L’accord de libre-échange (ALE), en cours de négociation finale en 2023, entre l’Union européenne et les pays du MERCOSUR, concernerait 780 millions de consommateurs. Ce traité vise à faciliter les échanges commerciaux entre les deux blocs économiques, profitant à l’UE dans les secteurs automobile, chimique et pharmaceutique, et au MERCOSUR dans l’exportation notamment de produits agricoles. Il englobe des volets tels que le dialogue politique, la coopération et le commerce. Il est en négociation depuis 1999. Et c’est 20 ans plus tard, suite aux évolutions politiques, économique et environnementales qu’en juin 2019, un accord de principe a été acté sur le volet commercial. Suivi un an plus tard d’un accord similaire pour les autres volets. L’Union européenne envisage désormais de signer cet ALE, après l’avoir laissé en attente pendant le mandat du président d’extrême droite Jair Bolsonaro au Brésil.
En ce qui concerne le volet commercial, il prévoit la libéralisation de plus de 90 % des échanges commerciaux entre les deux blocs[1], ce qui représente environ un quart du PIB mondial. Cette entente pourrait avoir un impact significatif sur les relations commerciales et économiques entre l’UE et le MERCOSUR. Or le MERCOSUR, bien qu’il s’agisse d’un marché commun, reste beaucoup moins intégré que celui de l’UE. Les tarifs extérieurs communs du MERCOSUR sont généralement élevés pour les biens industriels et les services, et comparativement beaucoup plus élevés que les tarifs de l’UE. Ce n’est toutefois pas le cas pour les produits agricoles et alimentaires. De nombreuses barrières internes (taxes et réglementations) entravent encore les échanges avec le MERCOSUR, qui n’a signé que très peu d’accords commerciaux bilatéraux avec d’autres partenaires dans le monde. Dans ce contexte, de grands secteurs industriels européens tels que l’automobile, les produits pharmaceutiques, les cosmétiques, les alcools, les produits de luxe et les services ont exprimé leur intérêt pour cet accord.
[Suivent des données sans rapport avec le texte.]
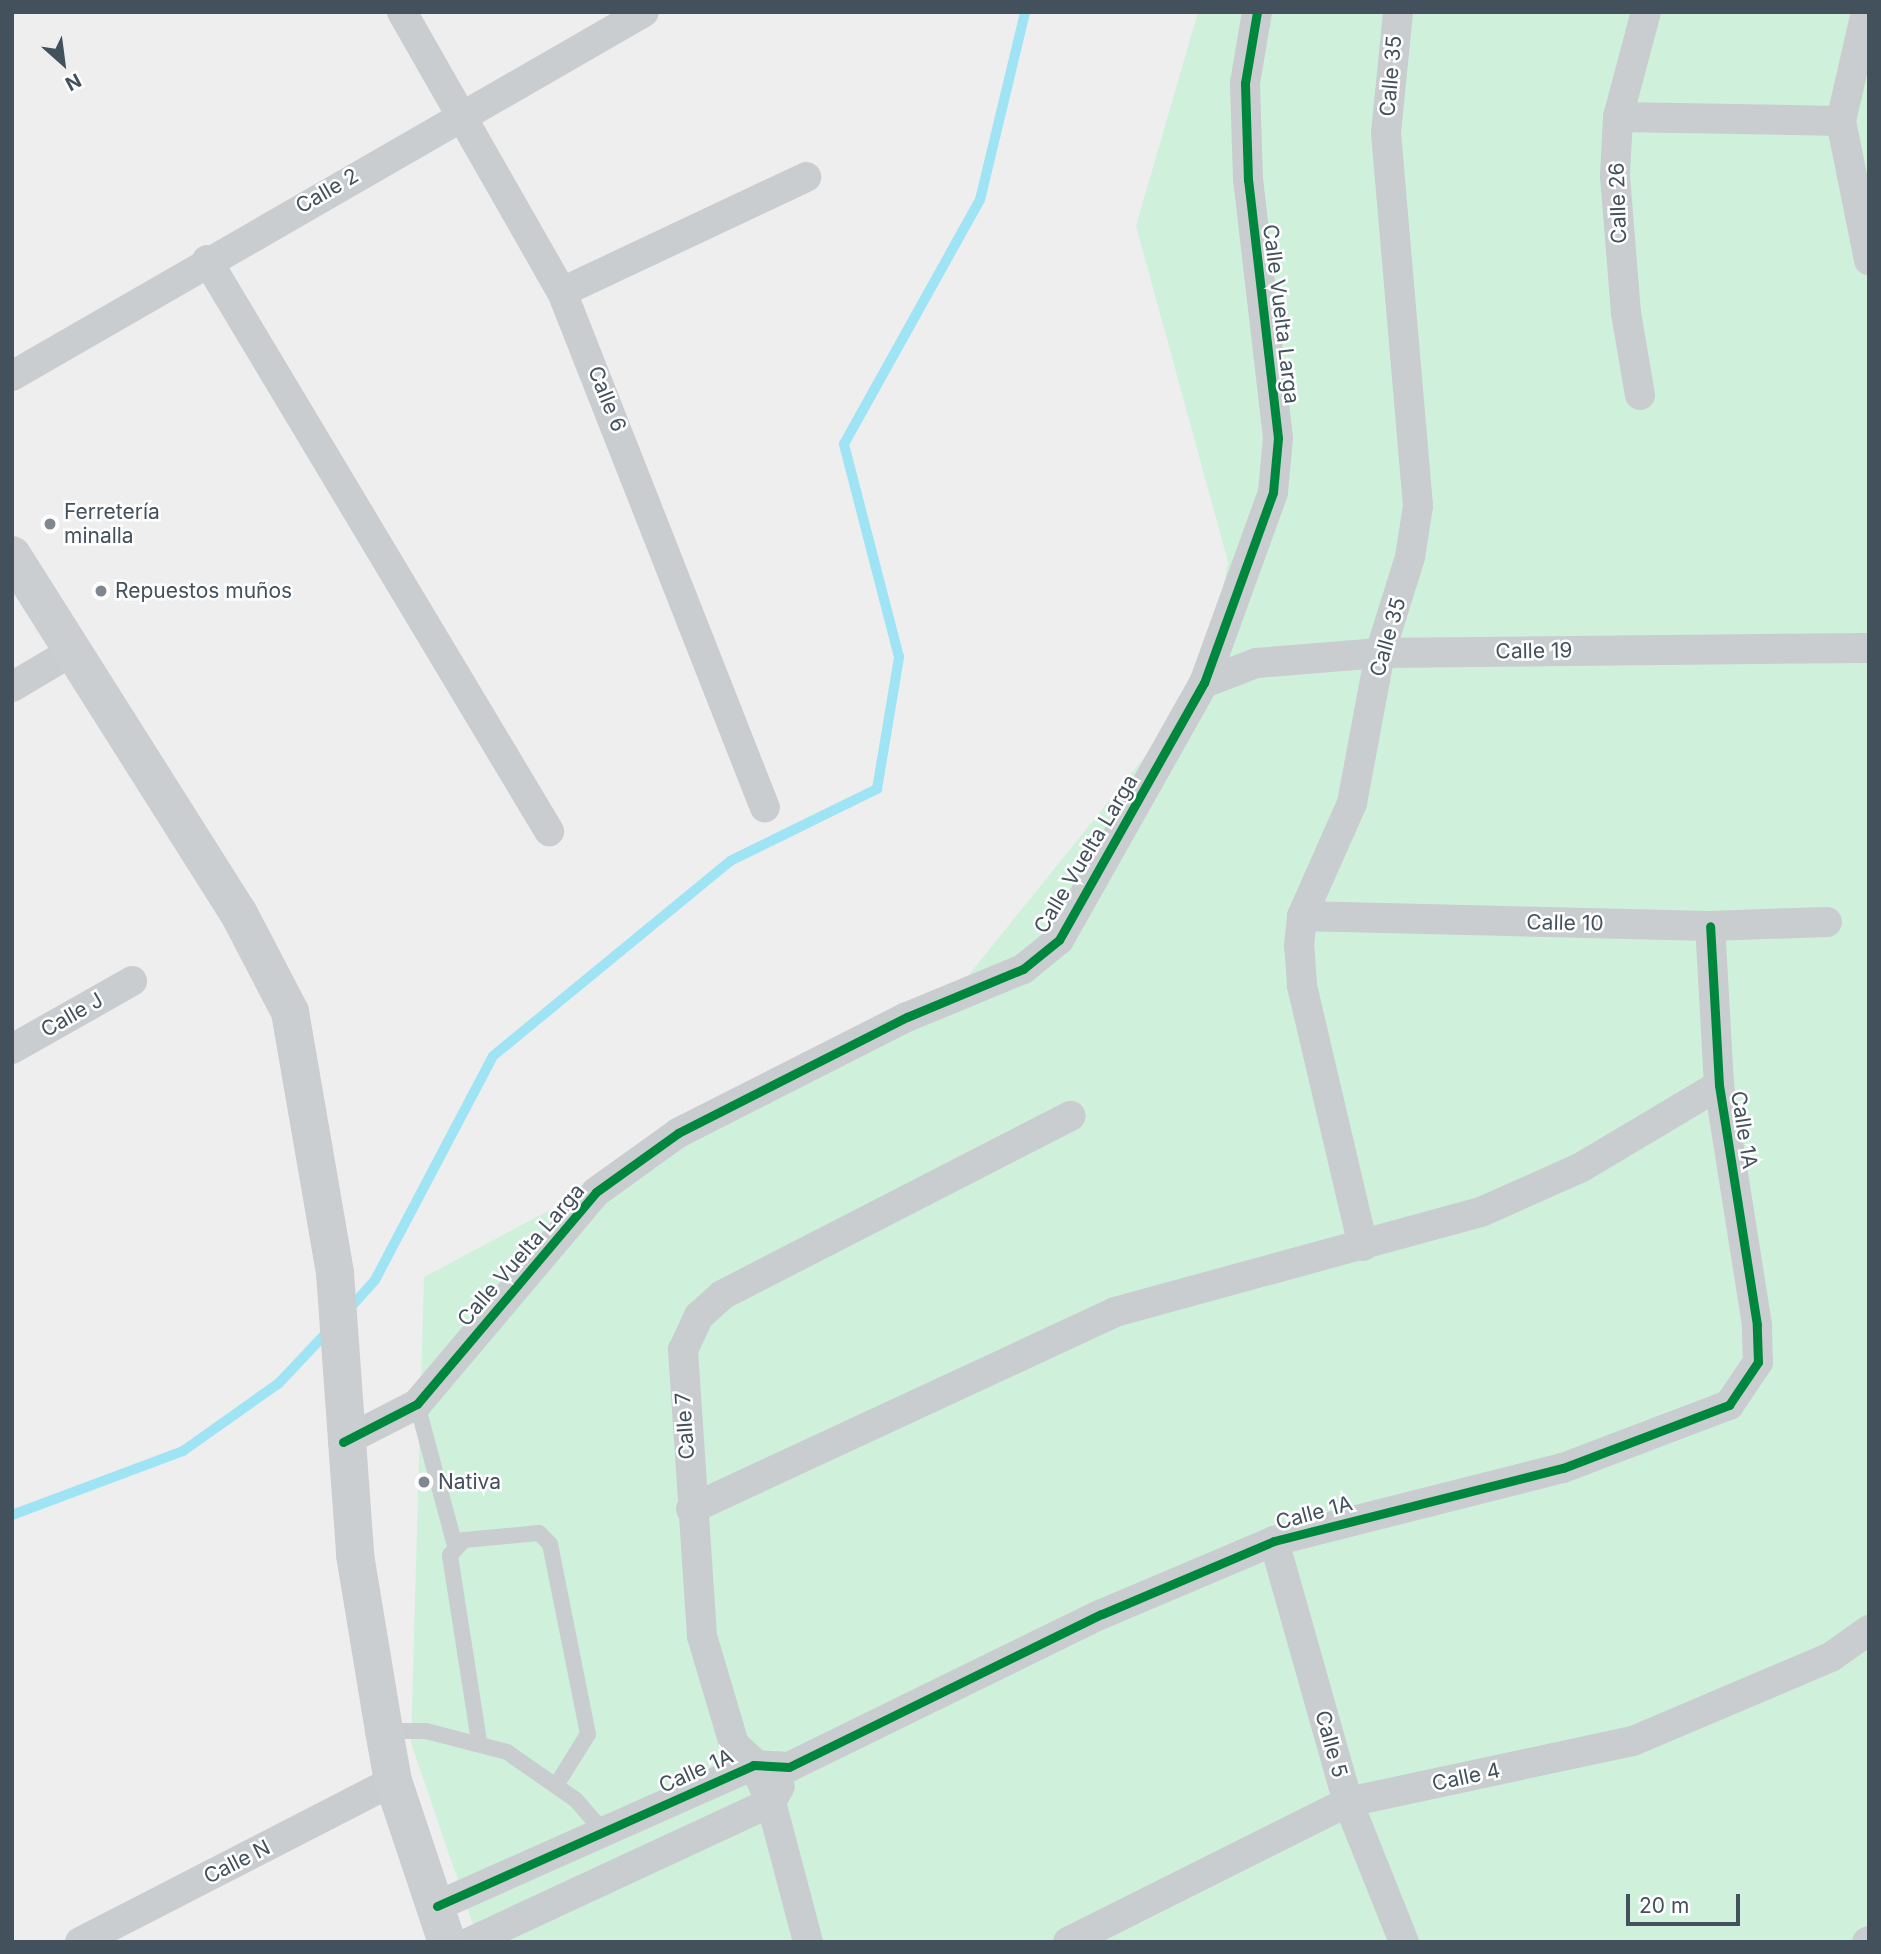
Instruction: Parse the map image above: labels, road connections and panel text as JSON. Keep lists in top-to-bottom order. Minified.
{"streets":{"street":["Calle 35","Calle 2","Calle 26","Calle Vuelta Larga","Calle 6","Calle 19","Calle 10","Calle J","Calle 1A","Calle 7","Calle 5","Calle 4","Calle N"]},"crossings":[["Calle 35","Calle 19"],["Calle 35","Calle 10"],["Calle 2","Calle 6"],["Calle Vuelta Larga","Calle 19"],["Calle 10","Calle 1A"],["Calle 1A","Calle 7"],["Calle 1A","Calle 5"],["Calle 5","Calle 4"]],"places":["Ferretería minalla","Repuestos muños","Nativa"],"scale_bar":"20 m","north":"bottom right"}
Du côté du MERCOSUR, ce sont les secteurs agroalimentaires qui le soutiennent.
Après 20 ans de négociations, l’accord a été retardé en 2019 en raison de préoccupations concernant la déforestation et aux violations des droits humains liées à l’augmentation du commerce du soja, de la viande de bœuf et de l’éthanol. De ce fait, en 2023, la Commission européenne a présenté une déclaration interprétative, un addendum au traité[2], dans le but de répondre aux critiques, bien que le contenu du traité reste inchangé. Cependant, les sociétés civiles européennes et sud-américaines critiquent la superficialité de cet addendum, soulignant son absence de sanctions et son manque d’attention pour la production durable dans le secteur agricole. L’instrument conjoint ou addendum proposé par la Commission européenne n’offre que des ajustements cosmétiques et des déclarations d’intention non contraignantes, sans mesures réelles pour lutter contre la déforestation, le changement climatique, les violations des droits humains ou le bien-être animal.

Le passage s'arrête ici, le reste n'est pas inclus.